Entries follow. Return each line that contains the word "rule".

——————————

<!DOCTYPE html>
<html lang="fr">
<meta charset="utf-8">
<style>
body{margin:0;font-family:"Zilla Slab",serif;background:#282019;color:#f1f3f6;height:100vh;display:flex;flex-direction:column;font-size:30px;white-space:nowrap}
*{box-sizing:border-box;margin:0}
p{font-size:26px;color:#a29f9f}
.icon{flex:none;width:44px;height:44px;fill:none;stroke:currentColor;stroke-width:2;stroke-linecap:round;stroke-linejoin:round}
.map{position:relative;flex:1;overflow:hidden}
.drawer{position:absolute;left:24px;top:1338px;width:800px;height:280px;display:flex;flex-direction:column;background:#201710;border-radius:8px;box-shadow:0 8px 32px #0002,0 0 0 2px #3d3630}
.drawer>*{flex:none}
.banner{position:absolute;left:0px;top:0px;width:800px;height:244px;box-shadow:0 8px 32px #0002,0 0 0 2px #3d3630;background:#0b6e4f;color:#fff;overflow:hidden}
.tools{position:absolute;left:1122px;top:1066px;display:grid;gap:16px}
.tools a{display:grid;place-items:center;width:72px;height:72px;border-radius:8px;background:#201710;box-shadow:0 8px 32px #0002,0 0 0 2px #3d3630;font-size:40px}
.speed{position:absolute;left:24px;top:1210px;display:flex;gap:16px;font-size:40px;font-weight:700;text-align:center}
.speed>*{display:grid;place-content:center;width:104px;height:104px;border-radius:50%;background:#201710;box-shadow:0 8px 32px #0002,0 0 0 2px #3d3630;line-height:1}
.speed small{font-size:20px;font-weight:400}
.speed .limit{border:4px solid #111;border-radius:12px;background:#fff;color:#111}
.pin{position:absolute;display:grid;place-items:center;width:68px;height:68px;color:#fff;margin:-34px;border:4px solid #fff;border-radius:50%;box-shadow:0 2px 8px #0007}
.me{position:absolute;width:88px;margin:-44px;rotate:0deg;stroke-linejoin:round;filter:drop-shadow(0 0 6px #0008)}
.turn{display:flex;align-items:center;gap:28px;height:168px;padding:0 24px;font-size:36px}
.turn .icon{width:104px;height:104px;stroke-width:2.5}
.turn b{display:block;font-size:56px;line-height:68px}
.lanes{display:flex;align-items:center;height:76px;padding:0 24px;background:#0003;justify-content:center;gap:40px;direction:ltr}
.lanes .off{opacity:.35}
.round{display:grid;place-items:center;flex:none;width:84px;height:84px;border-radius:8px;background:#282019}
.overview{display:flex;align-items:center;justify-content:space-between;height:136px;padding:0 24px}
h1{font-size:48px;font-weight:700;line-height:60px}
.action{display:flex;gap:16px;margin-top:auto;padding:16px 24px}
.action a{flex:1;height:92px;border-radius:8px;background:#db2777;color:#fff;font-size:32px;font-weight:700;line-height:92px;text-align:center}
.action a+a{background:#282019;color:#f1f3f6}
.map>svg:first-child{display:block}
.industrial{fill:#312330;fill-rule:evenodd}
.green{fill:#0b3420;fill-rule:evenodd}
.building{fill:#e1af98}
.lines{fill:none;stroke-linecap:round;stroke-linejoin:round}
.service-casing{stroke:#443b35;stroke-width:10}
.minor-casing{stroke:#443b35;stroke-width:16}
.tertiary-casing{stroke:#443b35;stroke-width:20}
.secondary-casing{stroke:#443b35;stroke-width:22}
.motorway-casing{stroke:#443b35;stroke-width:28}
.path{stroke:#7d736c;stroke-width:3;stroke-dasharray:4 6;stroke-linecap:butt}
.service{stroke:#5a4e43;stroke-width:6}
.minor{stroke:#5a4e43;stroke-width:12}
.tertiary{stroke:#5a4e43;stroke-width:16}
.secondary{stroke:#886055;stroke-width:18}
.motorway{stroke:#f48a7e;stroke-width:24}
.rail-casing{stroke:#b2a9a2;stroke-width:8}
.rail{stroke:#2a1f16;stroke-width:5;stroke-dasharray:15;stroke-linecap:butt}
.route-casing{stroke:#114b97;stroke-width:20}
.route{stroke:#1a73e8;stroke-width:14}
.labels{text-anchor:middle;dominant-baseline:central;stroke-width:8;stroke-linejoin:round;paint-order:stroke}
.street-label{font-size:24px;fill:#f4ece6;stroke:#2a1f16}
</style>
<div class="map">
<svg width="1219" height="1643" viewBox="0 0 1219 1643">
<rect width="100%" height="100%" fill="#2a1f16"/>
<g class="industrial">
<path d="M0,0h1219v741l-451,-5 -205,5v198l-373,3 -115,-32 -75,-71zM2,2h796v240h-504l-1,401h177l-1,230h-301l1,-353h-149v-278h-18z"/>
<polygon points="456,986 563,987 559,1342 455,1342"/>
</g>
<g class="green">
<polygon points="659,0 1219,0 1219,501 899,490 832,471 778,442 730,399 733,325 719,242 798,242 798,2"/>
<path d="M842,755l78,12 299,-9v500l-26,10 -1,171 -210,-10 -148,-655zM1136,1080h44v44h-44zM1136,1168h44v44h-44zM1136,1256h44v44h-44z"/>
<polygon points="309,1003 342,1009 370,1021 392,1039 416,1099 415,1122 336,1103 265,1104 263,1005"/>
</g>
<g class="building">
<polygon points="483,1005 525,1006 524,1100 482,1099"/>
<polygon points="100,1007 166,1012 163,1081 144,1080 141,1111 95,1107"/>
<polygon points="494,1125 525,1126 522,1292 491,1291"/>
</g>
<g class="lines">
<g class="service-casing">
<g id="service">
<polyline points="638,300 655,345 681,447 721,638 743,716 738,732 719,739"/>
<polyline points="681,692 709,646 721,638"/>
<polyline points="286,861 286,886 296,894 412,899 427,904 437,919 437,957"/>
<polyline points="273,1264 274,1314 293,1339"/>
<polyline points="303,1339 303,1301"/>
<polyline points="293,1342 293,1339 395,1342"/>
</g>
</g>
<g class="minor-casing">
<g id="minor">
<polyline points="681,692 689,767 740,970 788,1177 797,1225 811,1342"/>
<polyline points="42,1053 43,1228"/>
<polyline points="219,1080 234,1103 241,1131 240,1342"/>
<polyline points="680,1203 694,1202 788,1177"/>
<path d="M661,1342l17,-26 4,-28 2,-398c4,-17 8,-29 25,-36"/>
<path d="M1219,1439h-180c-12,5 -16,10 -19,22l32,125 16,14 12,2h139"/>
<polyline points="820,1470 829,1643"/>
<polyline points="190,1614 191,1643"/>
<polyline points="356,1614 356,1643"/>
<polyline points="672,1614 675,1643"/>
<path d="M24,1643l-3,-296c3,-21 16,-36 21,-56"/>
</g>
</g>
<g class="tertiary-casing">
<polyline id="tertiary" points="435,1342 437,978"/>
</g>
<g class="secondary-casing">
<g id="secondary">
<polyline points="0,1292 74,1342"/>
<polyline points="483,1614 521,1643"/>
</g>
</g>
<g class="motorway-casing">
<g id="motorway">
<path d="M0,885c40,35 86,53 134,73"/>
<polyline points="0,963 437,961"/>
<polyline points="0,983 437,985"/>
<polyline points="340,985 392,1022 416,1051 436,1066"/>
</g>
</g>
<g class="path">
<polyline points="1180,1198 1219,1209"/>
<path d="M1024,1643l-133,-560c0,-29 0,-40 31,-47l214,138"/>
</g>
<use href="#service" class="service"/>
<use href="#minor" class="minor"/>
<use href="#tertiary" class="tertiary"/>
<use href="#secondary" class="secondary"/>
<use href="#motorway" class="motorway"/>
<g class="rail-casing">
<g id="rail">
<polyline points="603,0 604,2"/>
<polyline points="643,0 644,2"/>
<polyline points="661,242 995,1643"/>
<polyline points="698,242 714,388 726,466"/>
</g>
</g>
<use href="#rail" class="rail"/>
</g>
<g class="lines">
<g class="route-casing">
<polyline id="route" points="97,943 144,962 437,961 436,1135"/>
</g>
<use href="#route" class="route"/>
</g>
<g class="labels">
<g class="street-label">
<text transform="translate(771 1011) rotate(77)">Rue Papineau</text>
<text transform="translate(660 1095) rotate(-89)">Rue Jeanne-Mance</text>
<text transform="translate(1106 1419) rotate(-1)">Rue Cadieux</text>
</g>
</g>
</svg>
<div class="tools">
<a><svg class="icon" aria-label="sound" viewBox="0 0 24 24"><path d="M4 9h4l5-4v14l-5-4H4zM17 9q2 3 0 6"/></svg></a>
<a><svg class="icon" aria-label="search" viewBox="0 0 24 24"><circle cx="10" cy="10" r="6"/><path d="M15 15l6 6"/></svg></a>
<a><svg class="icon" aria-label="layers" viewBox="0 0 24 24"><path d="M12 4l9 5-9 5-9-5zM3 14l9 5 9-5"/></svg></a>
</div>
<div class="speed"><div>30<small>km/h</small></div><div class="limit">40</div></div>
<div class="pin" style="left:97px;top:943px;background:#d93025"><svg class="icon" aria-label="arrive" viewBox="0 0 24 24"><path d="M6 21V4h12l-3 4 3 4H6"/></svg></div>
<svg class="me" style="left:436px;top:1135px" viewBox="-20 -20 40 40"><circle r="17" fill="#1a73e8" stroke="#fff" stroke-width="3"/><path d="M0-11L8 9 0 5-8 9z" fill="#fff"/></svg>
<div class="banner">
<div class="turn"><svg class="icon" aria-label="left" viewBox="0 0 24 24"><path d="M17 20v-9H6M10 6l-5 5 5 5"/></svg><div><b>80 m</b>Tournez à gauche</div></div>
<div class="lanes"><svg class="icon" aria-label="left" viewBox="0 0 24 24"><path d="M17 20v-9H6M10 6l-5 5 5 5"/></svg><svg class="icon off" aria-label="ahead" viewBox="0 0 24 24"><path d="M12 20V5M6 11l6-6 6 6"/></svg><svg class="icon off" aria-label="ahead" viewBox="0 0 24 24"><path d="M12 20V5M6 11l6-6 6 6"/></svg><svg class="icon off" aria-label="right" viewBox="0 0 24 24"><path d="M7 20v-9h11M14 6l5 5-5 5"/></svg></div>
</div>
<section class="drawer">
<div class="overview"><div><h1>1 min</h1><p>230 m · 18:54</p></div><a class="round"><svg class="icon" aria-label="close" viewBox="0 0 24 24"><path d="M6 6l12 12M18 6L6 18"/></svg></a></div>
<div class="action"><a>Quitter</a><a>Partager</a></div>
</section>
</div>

——————————

§ **Solved exercise**:
.industrial{fill:#312330;fill-rule:evenodd}
.green{fill:#0b3420;fill-rule:evenodd}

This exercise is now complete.